If you want to hack your way to better sleep, there’s a simple way you can do it: Write down your to-do list.
No, really: A 2018 study found that people who took five minutes before bed to list the tasks they needed to complete over the next few days fell asleep 37% faster than those who wrote down tasks they completed earlier in the day.
Why? Being able to look ahead confidently at what you’ll accomplish in the coming days appears to eliminate worry.
“The future is one of the things that weighs on our mind more than anything else,” says Michael Scullin, Ph.D., assistant professor of psychology and neuroscience and director of the Sleep Neuroscience and Cognition Laboratory at Baylor University. “There is this hundred-year-old idea that when a task isn't completed yet, it just rests at this heightened level of activation in your brain. It is hard to shut it off and hard to keep it from popping back into your mind and that disrupts sleep.”
How to Journal for Better Sleep
If you want to put this sleep strategy into practice, there are a few things to keep in mind.
Use a Pen and Paper
“If you can get people to keep a pad of paper by their bed, that is going to force them to put away their devices for a few minutes,” says Scullin.
If you’ve splurged on a pair of blue-light blocking glasses and think you can get away with journaling on your device, know that there is little evidence that suggests they actually have a positive effect on sleep.
Instead, Scullin recommends using a simple notepad or a journal from your favorite stationery company; the key is to get something that you’ll want to use.
Be Thorough and Specific
In Scullin’s study, the participants who wrote longer, more specific to-do lists fell asleep faster than those who were more curt.
It’s possible, say researchers, that this journaling technique helps people unburden their anxieties and concerns — similar to keeping a "worry list,” a practice some cognitive-behavioral therapists recommend for insomnia.
Create a Schedule That Works Best for You
How often you write down your to-do list before bed is up to you.
“I don’t actually do this every single night; I do this on nights I can tell that I need it,” says Scullin. “There is some calibration involved in that — figuring out when you need it and when you don’t — so my recommendation to people is to try it for a few nights and see if it seems to help and if so, keep that pad of paper by your bed.”

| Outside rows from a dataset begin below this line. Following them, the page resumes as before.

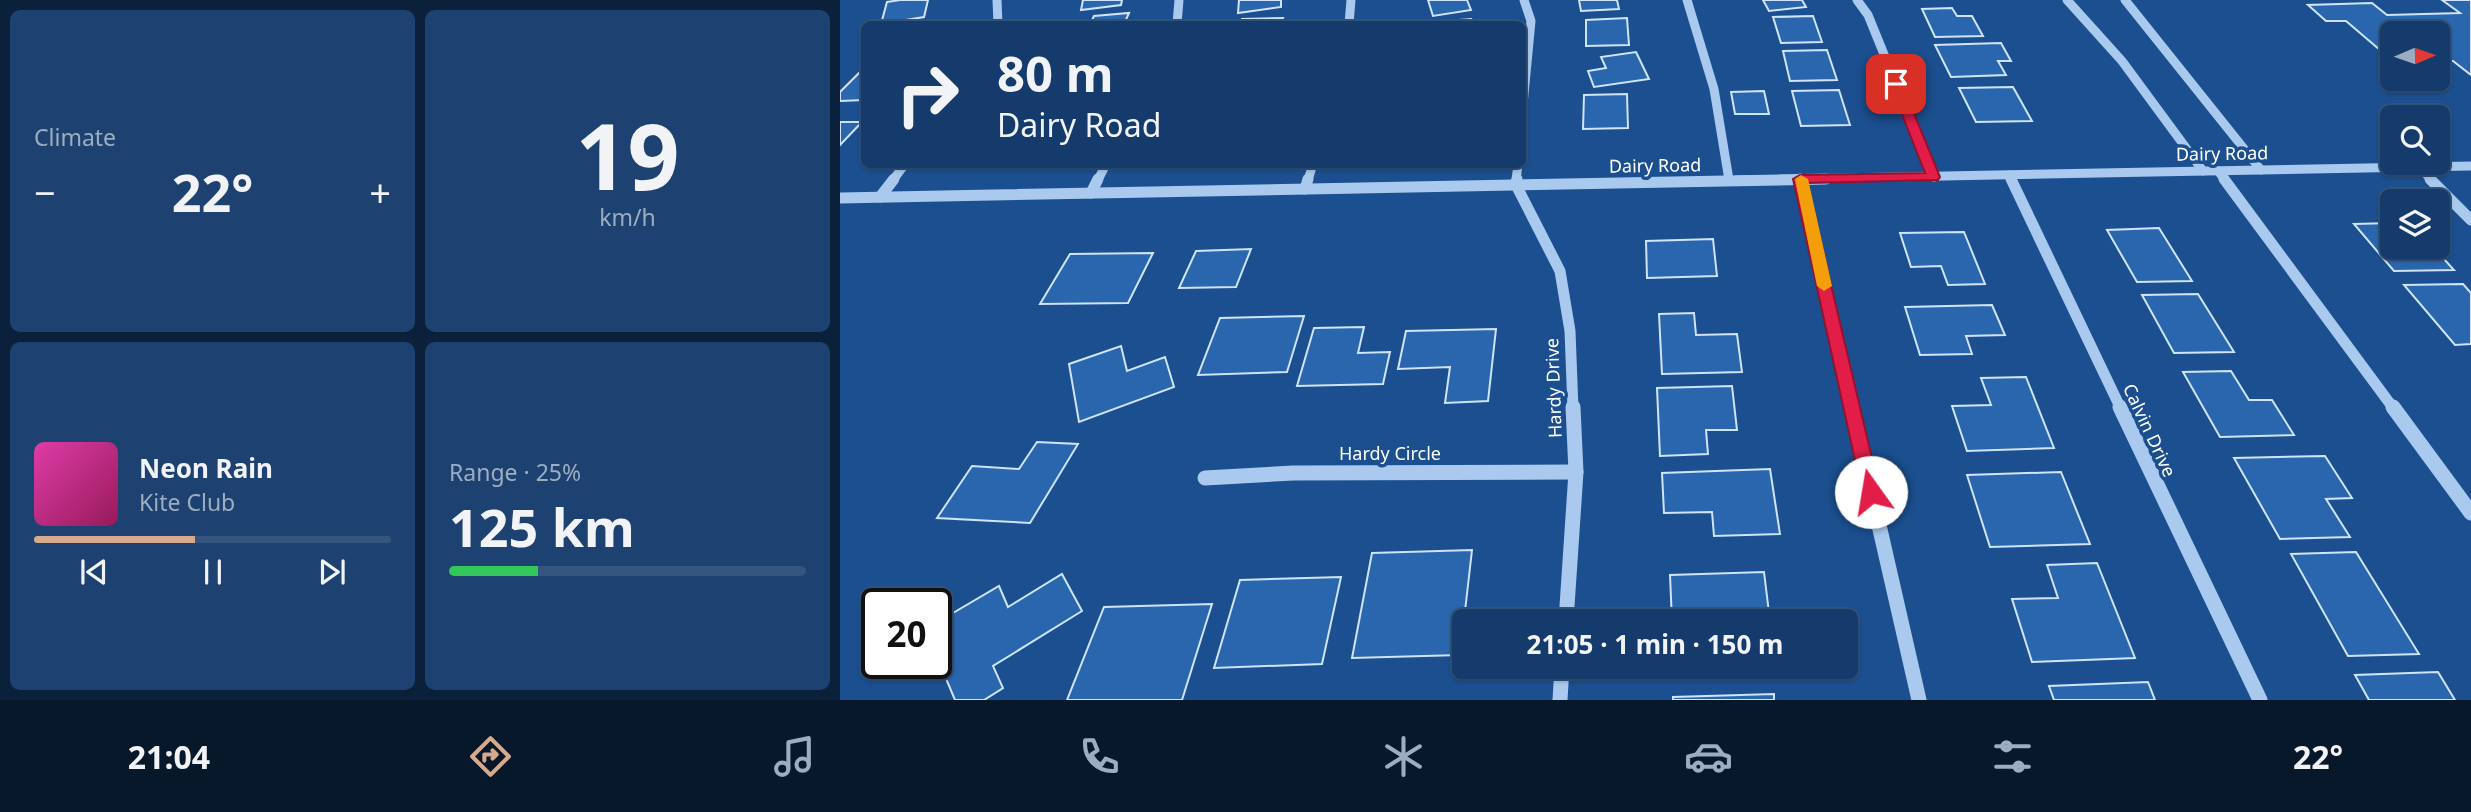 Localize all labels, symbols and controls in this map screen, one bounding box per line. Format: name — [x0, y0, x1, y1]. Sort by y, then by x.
north arrow — [2380, 21, 2450, 91]
map controls — [2380, 21, 2450, 259]
text: 80 m — [997, 40, 1114, 106]
icon: right — [882, 49, 973, 140]
pin — [1866, 54, 1926, 114]
icon: arrive — [1877, 65, 1915, 103]
text: 19 — [575, 93, 680, 217]
text: Dairy Road — [997, 103, 1161, 146]
button: search — [2380, 105, 2450, 175]
text: Climate — [34, 121, 116, 153]
street label: Dairy Road — [2176, 140, 2268, 166]
street label: Dairy Road — [1609, 152, 1701, 178]
text: 22° — [172, 156, 253, 227]
text: − — [34, 166, 56, 218]
text: + — [369, 166, 391, 218]
button: layers — [2380, 189, 2450, 259]
text: km/h — [599, 201, 656, 233]
street label: Hardy Drive — [1539, 338, 1567, 438]
street label: Calvin Drive — [2118, 380, 2182, 480]
street label: Hardy Circle — [1339, 441, 1441, 465]
text: Neon Rain — [139, 450, 273, 486]
position arrow — [1834, 455, 1908, 529]
text: Range · 25% — [449, 456, 581, 488]
text: Kite Club — [139, 486, 235, 518]
text: 125 km — [449, 491, 635, 562]
icon: previous — [75, 553, 113, 591]
icon: pause — [194, 553, 232, 591]
icon: next — [313, 553, 351, 591]
speed limit sign: 20 — [861, 588, 952, 679]
text: 21:05 · 1 min · 150 m — [1527, 626, 1783, 662]
icon: directions — [466, 732, 515, 781]
icon: music — [770, 732, 819, 781]
icon: phone — [1075, 732, 1124, 781]
icon: climate — [1379, 732, 1428, 781]
icon: car — [1684, 732, 1733, 781]
icon: filters — [1988, 732, 2037, 781]
text: 21:04 — [128, 735, 210, 778]
text: 22° — [2293, 735, 2343, 778]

Maintain Other Journaling Practices
If you currently keep a different type of journal, you don’t have to abandon it. Just make sure you’re doing it at the right time.
For instance, if you find it helpful to get your anxieties down on paper, that’s great, just consider doing it earlier in the day.
"In my experience, a 'worry journal' is best done after dinner since it can involve bringing up emotional topics, which you do not really want to think about [right] before bed,” says sleep specialist Michael Breus, Ph.D., diplomat of the American Board of Sleep Medicine and fellow of the American Academy of Sleep Medicine.
For bedtime journaling, stick to neutral or happier topics — like what you’re grateful for: Research shows that people who are optimistic also tend to be better sleepers.
Similarly, writing down your to-do list shouldn’t replace a sleep diary — also referred to as a sleep journal — if you’re using the latter to track your nightly routine and sleep quality in order to find a root cause of a sleep problem, like insomnia.
The Bottom Line on Journaling Before Bed
Journaling before bed should help relieve your stress — not contribute to it — so try not to overthink the practice.
“The basics of it are simple,” says Breus. “[It’s about] getting thoughts out of your head so that you can really think through them and process the emotions. Find something that works for you and then stick with it”.